- BL number
- Concerning rights in
- GB0621068.6 & GB0621069.4
- Hearing Officer
- Dr L Cullen
- Decision date
- 16 August 2012
- Person(s) or Company(s) involved
- International Stem Cell Corporation
- Provisions discussed
- Section 76A(1), Schedule A2, PA77
- Excluded fields (refused)
- Related Decisions
Patent applications GB0621068.6 & GB0621069.4 relate to methods where parthenogenesis is used to activate a human oocyte (i.e. stimulation of a human oocyte, without fertilisation by a sperm cell) to produce a parthenogenetically-activated oocyte or “parthenote”. GB0621068.6 concerns the production of human stem cells from such parthenotes, whilst GB0621069.4 concerns human synthetic corneas and corneal tissues derived from such parthenotes.
Stimulation of the human oocyte can be achieved using chemical or electrical parthenogenesis techniques. The stimulated human oocyte divides in a manner analogous to that of a fertilised human embryo, to produce a parthenogenetically-derived structure analogous to the blastocyst stage of normal embryonic development, from which stem cells can be obtained. These stem cells can then be used to obtain corneal tissue
The applicant argued that a parthenogenetically-stimulated human oocyte is not “capable of commencing the process of development of a human being just as an embryo created by fertilisation of an ovum can do so” because they have an inherent biological limitation that prevents those activated oocytes from developing into a viable human being.
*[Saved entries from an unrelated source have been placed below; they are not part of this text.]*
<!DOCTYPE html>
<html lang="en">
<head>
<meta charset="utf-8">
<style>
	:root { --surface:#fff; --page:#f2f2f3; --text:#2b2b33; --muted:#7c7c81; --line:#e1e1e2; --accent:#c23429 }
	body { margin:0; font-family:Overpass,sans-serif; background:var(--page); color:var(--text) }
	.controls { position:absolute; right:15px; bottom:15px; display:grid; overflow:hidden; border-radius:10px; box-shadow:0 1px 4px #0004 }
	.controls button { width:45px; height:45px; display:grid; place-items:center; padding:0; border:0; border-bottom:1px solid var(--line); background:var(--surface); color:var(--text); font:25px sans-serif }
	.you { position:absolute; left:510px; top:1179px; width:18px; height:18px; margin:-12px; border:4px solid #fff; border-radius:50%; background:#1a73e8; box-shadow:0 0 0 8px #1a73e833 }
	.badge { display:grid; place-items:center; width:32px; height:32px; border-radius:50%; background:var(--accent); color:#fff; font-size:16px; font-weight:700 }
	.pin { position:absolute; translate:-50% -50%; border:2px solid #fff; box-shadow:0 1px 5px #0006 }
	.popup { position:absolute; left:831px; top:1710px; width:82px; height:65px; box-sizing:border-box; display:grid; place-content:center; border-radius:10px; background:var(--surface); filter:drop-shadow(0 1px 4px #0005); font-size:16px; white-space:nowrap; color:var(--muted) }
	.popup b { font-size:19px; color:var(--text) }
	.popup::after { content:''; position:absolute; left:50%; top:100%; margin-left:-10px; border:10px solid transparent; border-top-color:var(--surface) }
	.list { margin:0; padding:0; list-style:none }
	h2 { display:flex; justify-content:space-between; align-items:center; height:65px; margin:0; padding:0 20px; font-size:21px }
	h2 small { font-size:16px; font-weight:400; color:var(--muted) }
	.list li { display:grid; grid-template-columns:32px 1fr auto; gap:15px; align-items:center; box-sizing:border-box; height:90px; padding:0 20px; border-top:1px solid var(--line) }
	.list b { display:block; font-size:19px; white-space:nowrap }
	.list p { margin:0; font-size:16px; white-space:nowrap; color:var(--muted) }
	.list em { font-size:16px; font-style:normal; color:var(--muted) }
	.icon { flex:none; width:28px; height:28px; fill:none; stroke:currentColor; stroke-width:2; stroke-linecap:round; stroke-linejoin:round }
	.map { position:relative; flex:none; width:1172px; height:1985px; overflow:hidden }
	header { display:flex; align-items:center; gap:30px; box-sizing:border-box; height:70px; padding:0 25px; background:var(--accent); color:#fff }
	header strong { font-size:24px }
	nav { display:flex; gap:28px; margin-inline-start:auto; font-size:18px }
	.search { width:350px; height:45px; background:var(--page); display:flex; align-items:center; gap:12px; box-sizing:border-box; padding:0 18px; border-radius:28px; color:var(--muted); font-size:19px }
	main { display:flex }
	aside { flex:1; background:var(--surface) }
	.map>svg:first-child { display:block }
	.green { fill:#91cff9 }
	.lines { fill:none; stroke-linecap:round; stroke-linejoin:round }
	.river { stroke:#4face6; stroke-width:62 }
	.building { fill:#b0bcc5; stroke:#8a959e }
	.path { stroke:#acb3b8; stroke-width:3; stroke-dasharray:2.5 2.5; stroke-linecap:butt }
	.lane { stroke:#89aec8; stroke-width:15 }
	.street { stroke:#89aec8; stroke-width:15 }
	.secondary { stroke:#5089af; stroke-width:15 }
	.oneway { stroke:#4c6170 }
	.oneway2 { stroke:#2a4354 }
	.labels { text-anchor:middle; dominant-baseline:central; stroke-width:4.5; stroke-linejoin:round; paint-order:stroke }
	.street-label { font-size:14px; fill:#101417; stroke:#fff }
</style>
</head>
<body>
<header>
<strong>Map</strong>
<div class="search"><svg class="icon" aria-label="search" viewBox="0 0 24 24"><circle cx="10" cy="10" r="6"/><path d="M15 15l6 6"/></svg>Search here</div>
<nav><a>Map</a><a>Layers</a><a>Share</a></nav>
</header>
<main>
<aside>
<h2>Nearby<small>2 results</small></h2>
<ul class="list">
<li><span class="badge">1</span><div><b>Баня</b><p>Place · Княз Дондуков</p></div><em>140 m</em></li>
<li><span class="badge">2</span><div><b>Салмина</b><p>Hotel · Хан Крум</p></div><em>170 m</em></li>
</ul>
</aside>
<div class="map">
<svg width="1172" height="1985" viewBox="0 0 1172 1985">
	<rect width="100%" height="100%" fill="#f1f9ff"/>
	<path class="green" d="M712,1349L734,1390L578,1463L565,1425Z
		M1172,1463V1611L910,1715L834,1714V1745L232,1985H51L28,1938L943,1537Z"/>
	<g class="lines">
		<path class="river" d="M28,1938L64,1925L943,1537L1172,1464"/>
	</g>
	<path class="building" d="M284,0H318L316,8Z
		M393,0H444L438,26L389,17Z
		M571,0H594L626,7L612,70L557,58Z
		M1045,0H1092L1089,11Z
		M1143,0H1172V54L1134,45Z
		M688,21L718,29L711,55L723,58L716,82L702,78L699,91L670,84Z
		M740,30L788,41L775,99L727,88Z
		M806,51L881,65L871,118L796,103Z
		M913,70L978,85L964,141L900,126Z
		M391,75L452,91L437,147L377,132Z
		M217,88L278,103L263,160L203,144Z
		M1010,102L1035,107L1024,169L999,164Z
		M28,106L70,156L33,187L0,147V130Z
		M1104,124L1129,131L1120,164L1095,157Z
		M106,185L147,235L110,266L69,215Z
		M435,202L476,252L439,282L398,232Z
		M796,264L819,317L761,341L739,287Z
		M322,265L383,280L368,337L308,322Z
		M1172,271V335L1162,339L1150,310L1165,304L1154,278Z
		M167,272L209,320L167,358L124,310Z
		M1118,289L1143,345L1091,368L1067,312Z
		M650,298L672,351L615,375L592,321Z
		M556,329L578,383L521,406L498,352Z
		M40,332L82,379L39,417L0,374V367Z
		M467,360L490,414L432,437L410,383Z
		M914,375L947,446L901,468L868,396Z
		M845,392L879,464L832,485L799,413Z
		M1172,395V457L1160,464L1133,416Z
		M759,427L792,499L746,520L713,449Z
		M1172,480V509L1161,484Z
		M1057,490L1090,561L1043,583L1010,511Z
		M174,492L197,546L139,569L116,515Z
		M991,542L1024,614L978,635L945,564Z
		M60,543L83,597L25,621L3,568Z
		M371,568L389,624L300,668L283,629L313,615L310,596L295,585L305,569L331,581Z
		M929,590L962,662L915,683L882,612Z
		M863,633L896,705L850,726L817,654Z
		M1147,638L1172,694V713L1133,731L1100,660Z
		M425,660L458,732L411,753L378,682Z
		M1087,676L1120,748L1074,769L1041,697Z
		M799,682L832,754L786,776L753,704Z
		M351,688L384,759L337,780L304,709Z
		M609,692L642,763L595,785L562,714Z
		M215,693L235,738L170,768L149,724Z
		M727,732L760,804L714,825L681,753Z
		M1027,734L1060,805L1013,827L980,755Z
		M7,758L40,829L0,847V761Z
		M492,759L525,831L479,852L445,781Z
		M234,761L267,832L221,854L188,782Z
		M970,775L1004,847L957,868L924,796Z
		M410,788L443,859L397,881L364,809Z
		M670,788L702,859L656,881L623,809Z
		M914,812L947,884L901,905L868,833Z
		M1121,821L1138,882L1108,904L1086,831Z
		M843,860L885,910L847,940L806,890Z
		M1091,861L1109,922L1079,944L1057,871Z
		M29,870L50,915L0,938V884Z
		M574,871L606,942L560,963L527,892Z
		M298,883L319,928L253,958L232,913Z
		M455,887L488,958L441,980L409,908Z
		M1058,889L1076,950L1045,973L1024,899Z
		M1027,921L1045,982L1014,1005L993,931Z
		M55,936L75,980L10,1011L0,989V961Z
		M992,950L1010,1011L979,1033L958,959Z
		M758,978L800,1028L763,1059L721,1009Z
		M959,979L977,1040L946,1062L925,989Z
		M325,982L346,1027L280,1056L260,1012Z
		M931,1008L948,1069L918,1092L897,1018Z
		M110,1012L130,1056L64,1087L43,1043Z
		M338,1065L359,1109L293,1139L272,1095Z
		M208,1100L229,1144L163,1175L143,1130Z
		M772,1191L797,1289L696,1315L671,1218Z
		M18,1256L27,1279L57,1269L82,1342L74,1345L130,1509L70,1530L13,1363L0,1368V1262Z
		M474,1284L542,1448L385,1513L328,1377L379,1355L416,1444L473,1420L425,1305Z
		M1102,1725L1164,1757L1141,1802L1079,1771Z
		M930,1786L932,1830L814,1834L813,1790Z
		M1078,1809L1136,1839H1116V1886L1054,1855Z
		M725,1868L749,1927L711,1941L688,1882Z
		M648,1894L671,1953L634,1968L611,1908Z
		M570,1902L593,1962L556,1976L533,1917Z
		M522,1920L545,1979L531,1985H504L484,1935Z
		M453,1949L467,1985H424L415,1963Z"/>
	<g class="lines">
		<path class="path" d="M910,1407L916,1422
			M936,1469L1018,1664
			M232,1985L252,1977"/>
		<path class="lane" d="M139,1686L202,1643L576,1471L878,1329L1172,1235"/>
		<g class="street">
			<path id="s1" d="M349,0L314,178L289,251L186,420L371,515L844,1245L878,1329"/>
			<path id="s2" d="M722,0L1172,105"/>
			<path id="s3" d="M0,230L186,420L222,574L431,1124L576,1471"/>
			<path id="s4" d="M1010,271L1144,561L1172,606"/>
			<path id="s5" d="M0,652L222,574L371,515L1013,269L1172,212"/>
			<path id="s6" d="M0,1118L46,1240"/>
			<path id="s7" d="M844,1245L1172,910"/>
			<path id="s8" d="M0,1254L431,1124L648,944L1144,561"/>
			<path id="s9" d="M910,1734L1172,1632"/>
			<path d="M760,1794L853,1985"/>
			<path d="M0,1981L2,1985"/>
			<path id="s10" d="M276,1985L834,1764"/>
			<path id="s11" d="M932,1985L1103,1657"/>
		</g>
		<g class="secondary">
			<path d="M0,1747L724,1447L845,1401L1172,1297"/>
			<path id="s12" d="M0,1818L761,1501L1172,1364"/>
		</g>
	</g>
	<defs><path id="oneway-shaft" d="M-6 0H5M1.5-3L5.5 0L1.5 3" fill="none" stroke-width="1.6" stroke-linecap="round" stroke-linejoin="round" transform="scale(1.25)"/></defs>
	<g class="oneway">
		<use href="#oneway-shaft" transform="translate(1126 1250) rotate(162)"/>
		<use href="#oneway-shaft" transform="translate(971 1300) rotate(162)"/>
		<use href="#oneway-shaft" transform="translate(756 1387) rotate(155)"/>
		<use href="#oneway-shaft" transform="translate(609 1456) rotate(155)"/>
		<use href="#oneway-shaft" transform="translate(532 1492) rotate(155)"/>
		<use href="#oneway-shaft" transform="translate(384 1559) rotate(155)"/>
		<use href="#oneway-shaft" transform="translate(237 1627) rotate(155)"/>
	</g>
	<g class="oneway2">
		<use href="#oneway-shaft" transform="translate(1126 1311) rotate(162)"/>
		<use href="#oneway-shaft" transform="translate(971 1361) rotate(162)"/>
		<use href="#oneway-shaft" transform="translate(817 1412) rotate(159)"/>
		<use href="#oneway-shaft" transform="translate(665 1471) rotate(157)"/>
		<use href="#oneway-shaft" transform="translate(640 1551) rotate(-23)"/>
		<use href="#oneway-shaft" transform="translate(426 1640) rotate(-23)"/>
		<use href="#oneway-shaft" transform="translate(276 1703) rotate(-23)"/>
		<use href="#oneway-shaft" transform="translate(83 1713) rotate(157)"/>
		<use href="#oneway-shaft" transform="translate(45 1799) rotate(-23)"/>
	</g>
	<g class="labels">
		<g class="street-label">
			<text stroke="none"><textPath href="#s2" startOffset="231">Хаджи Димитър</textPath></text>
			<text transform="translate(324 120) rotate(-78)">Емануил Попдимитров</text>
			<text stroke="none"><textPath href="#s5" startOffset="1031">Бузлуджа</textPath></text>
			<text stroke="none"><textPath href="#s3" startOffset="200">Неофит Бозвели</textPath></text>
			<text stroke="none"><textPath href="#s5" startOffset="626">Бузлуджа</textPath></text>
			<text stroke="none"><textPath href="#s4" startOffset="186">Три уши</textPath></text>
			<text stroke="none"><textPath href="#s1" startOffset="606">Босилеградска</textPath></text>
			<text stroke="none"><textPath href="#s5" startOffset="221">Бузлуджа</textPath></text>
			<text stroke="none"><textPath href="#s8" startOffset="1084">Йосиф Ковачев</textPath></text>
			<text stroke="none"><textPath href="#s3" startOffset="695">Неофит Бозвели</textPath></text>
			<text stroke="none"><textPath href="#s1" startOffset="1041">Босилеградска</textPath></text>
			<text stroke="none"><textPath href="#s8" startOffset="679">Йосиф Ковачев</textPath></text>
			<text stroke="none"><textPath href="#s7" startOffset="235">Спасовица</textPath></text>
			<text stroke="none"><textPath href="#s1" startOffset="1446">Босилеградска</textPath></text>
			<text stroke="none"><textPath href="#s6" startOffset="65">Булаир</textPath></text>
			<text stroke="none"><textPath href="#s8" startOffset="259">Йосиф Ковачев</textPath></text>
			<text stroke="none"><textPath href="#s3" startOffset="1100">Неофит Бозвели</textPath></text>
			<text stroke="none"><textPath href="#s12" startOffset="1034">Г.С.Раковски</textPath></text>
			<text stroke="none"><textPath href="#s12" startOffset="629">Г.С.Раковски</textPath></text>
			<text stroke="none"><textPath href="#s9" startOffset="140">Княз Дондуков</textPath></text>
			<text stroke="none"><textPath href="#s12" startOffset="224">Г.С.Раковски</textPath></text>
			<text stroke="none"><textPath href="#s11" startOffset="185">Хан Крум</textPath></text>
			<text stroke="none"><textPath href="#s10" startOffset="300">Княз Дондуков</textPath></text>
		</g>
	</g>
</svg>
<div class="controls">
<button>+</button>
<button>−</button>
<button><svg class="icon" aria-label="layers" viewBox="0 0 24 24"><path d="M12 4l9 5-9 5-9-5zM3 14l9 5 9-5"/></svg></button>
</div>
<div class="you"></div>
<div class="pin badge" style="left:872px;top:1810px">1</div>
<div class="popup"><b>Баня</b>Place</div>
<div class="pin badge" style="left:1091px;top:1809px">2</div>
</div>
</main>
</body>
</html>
When an oocyte is caused to divide by parthenogenetic stimulation, the absence of the paternal copy of the maternally-repressed genes prevents normal development of the parthenogenetic “embryo” to term - in particular, there is no development of the placental tissue.
The hearing officer found that on the basis of the judgment in CJEU case C-34/10, Brüstle, which addressed a number of questions concerning inventions relating to human embryos and human embryonic stem cells, that a parthenogenetically-derived structure analogous to the blastocyst stage of normal embryonic development did fall within the definition of a “human embryo” for the purpose of Paragraph 3(d) of Schedule A2 of the Patents Act 1977, which implements Article 6(2)(c) of European Directive 98/44/EC on the legal protection of biotechnological inventions. A parthenogenetically-stimulated human oocyte is considered, on the basis of the Brüstle judgment to be capable of commencing the process of development even if it is not able to complete this development.
The claimed methods of producing stem cell lines and the claimed stem cell lines (GB0621068.6), and the claimed methods of producing synthetic corneas or corneal tissue and the claimed synthetic corneas or corneal tissue (GB0621069.4), were found to constitute uses of human embryos for industrial or commercial purposes, and are thus excluded from patentability under Paragraph 3(d) of Schedule A2 of the Act.